- Task prompt: Set it all down exactly, every record and every line.

==== Source information ====

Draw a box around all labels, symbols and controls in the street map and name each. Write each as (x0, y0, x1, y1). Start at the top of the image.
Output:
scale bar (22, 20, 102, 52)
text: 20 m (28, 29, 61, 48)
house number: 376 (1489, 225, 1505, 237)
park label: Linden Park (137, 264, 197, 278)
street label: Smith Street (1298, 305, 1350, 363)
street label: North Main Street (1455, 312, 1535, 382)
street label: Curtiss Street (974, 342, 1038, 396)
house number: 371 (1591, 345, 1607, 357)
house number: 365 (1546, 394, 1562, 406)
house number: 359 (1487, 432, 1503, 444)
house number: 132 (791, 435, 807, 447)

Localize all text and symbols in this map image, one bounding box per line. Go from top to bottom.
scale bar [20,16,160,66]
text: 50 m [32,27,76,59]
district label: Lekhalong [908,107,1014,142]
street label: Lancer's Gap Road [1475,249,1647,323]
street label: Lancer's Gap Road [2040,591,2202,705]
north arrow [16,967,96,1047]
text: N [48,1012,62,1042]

====

- Response area:
Draw a box around all labels, symbols and controls in the street map and name each. Write each as (x0, y0, x1, y1). Start at the top of the image.
Output:
scale bar (22, 20, 102, 52)
text: 20 m (28, 29, 61, 48)
house number: 376 (1489, 225, 1505, 237)
park label: Linden Park (137, 264, 197, 278)
street label: Smith Street (1298, 305, 1350, 363)
street label: North Main Street (1455, 312, 1535, 382)
street label: Curtiss Street (974, 342, 1038, 396)
house number: 371 (1591, 345, 1607, 357)
house number: 365 (1546, 394, 1562, 406)
house number: 359 (1487, 432, 1503, 444)
house number: 132 (791, 435, 807, 447)

Localize all text and symbols in this map image, one bounding box per line. Go from top to bottom.
scale bar [20,16,160,66]
text: 50 m [32,27,76,59]
district label: Lekhalong [908,107,1014,142]
street label: Lancer's Gap Road [1475,249,1647,323]
street label: Lancer's Gap Road [2040,591,2202,705]
north arrow [16,967,96,1047]
text: N [48,1012,62,1042]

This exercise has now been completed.